▶ [Directions for this task]:
The answer must consist of each line below that contains the string "halo".

▶ [Exercise data]:
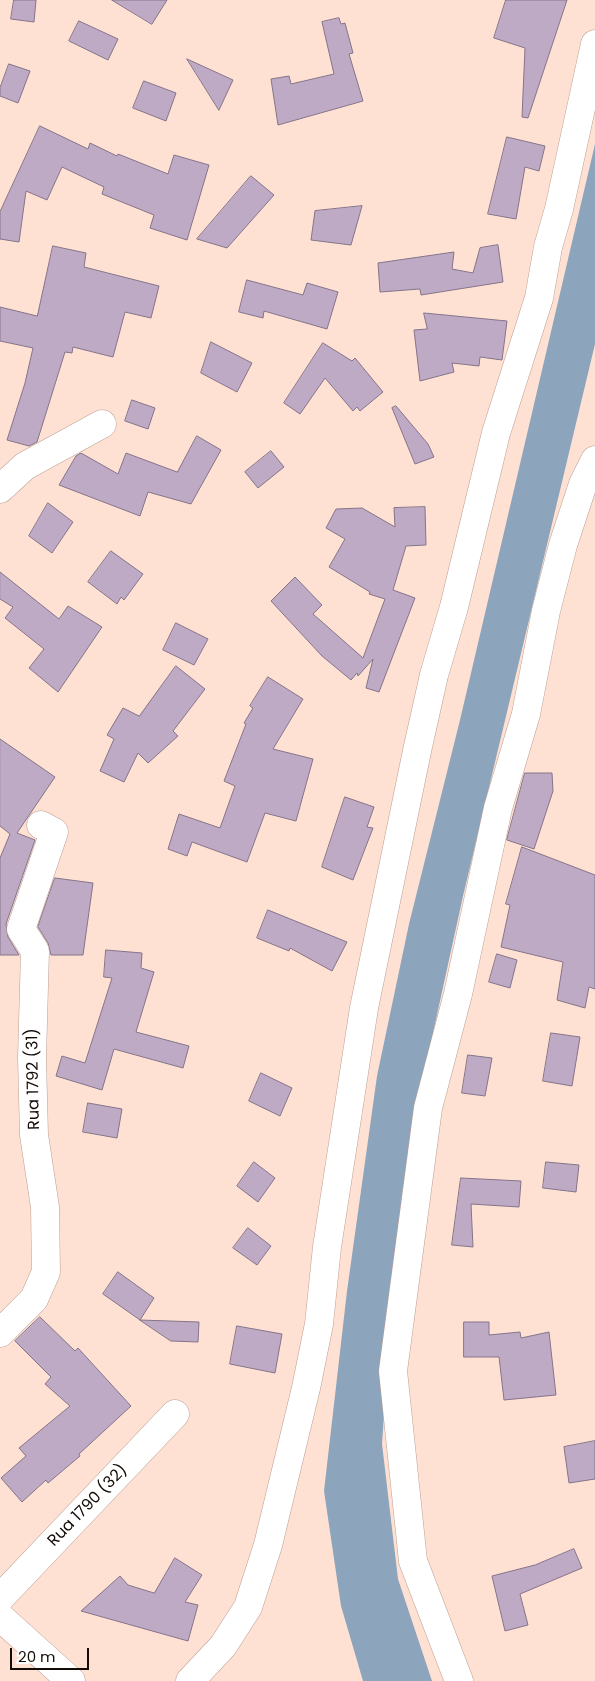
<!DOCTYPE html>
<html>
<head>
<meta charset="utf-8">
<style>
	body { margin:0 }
	#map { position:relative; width:595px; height:1681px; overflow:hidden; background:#ffe1d4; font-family:Poppins,sans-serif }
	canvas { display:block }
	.scale { position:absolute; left:10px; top:1648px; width:79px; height:22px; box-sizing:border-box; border:2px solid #140b07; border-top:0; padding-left:6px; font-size:15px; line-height:18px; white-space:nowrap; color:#140b07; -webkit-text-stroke:4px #fff; paint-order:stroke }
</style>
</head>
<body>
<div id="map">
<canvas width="595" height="1681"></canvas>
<div class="scale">20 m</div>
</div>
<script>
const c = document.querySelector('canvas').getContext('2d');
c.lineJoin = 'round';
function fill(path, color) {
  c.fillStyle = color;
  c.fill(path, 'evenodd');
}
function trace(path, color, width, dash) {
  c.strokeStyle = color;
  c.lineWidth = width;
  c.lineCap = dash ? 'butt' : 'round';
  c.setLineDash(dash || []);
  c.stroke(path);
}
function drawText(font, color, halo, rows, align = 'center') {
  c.font = font + ' Poppins,sans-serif';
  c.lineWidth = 4;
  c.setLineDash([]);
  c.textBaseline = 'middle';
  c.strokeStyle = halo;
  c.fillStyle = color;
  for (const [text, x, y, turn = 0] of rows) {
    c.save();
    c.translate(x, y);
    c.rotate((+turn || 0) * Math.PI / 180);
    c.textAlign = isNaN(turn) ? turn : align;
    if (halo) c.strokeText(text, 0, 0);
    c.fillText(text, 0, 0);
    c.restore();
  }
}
fill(new Path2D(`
	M595 144V344L463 896 417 1106 394 1264 382 1444 398 1579 432 1681H363L341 1606 324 1491 347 1291 377 1076 409 924 460 720Z`), '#8ca5bc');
const building = new Path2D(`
	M14 0H36L34 22 11 19Z
	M112 0H167L152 24Z
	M506 0H567L528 118 522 117 525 48 494 38Z
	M339 18 341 24 345 23 353 53 349 54 363 101 278 125 271 79 289 76 291 84 334 74 322 22Z
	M79 21 118 39 108 60 69 41Z
	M187 59 233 80 219 110Z
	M9 64 30 71 18 103 0 96V88Z
	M144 81 176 93 166 121 133 108Z
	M40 126 88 149 90 143 117 156 118 154 168 174 174 155 209 165 187 240 150 228 154 215 102 194 104 187 62 167 47 200 26 191 19 242 0 239V212Z
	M507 137 545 146 539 171 525 167 516 219 488 214Z
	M251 176 274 195 227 248 197 239Z
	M362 206 351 245 311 240 315 211Z
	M498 245 503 282 421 295 420 289 380 292 378 263 454 252 452 269 473 273 480 248Z
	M53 246 86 253 84 267 159 286 151 318 125 312 113 357 73 347 72 353 65 352 37 442 29 446 7 440 25 383 33 348 0 341V307L37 316Z
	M247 280 303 295 307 283 338 292 327 329 264 311 263 318 239 312Z
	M424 313 507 321 502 360 480 357 479 366 452 363 454 372 420 381 414 330 427 329Z
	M211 342 252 363 237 392 201 373Z
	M323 343 352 361 355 358 383 392 360 411 357 407 353 411 325 378 300 414 284 403Z
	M132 400 155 408 148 429 125 421Z
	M396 406 428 444 434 457 415 464 392 408Z
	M197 436 221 450 191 504 148 492 140 516 59 485 76 456 81 453 118 474 126 453 177 472Z
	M271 451 284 467 258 488 245 472Z
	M48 503 73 522 52 553 29 536Z
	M425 507 426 545 406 546 393 590 415 598 379 692 366 688 373 659 358 676 357 673 351 680 322 656 271 601 295 577 322 605 313 614 363 658 385 599 369 594 370 592 329 567 345 539 326 528 336 509 362 508 395 527 394 508Z
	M111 551 143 574 124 600 121 597 117 604 88 582Z
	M0 572 59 619 68 606 102 627 58 692 29 668 44 649 5 618 13 607 0 599Z
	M176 623 208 639 194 665 163 650Z
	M176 666 205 689 173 731 178 736 148 763 138 753 124 782 100 771 114 739 107 735 123 708 139 716Z
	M268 677 303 699 273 749 313 759 296 821 265 813 247 862 192 842 187 856 168 849 179 814 220 828 235 786 224 781 246 724 244 723 253 708 250 706Z
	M0 739 55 777 17 833 35 840 6 924 8 937 19 955H0V858L10 834 0 826Z
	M525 773H552L553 791 534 849 507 840Z
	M345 797 374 807 367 827 373 828 353 880 322 867Z
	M522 847 595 875V989L589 987 585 1008 557 1000 563 962 501 947 510 905 506 904Z
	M55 878 93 883 83 955H51L48 943 38 927Z
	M268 910 347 942 332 971 290 948 289 951 257 938Z
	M106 950 142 953 141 968 154 972 136 1032 189 1046 183 1068 114 1049 102 1090 56 1076 62 1056 85 1063 112 978 104 977Z
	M497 954 517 960 510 988 489 982Z
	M551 1033 580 1037 572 1086 543 1081Z
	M468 1055 492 1058 485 1096 462 1093Z
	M261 1073 292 1088 280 1116 249 1101Z
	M88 1103 122 1109 117 1138 83 1132Z
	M254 1162 275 1178 258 1202 237 1186Z
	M546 1162 579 1165 576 1192 543 1188Z
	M461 1178 521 1181 519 1207 471 1204 473 1247 452 1245Z
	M248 1228 271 1246 257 1265 233 1248Z
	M118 1272 154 1298 140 1320 103 1294Z
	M40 1317 75 1351 78 1348 131 1406 79 1454 80 1456 48 1483 46 1480 22 1502 1 1478 26 1456 19 1448 70 1406 45 1384 51 1377 15 1341Z
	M140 1320 199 1322 198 1342 171 1341Z
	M464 1322H489V1335L520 1332 521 1338 549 1332 556 1395 504 1400 499 1357H464Z
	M237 1326 282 1334 275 1373 230 1364Z
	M595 1441V1479L569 1483 564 1447Z
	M574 1549 582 1568 520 1594 528 1625 505 1631 492 1576 535 1565Z
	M175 1558 202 1575 185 1602 198 1605 188 1641 81 1611 120 1576 128 1585 154 1593Z`);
fill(building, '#bfaac5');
trace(building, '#847489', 1);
const minor = new Path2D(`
	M0 489 25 466 102 424
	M0 1333 34 1299 46 1272 45 1207 34 1135 32 1058 35 951 21 929 54 832 41 825
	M0 1598 175 1414
	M0 1617 71 1681
	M190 1681 223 1646 248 1607 268 1545 306 1388 319 1324 327 1247 364 1008 417 751 434 675 454 607 496 433 539 298 548 247 559 209 595 44
	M459 1681 413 1561 393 1371 428 1108 458 994 498 808 526 714 546 611 563 545 583 484 595 460`);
trace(minor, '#bc9f94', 29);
trace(minor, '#fff', 28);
drawText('16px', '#140b07', '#fff', [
	["Rua 1792 (31)",34,1079,-91],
	["Rua 1790 (32)",88,1506,-46]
]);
</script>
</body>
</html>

▶ [Task output]:
function drawText(font, color, halo, rows, align = 'center') {
  c.strokeStyle = halo;
    if (halo) c.strokeText(text, 0, 0);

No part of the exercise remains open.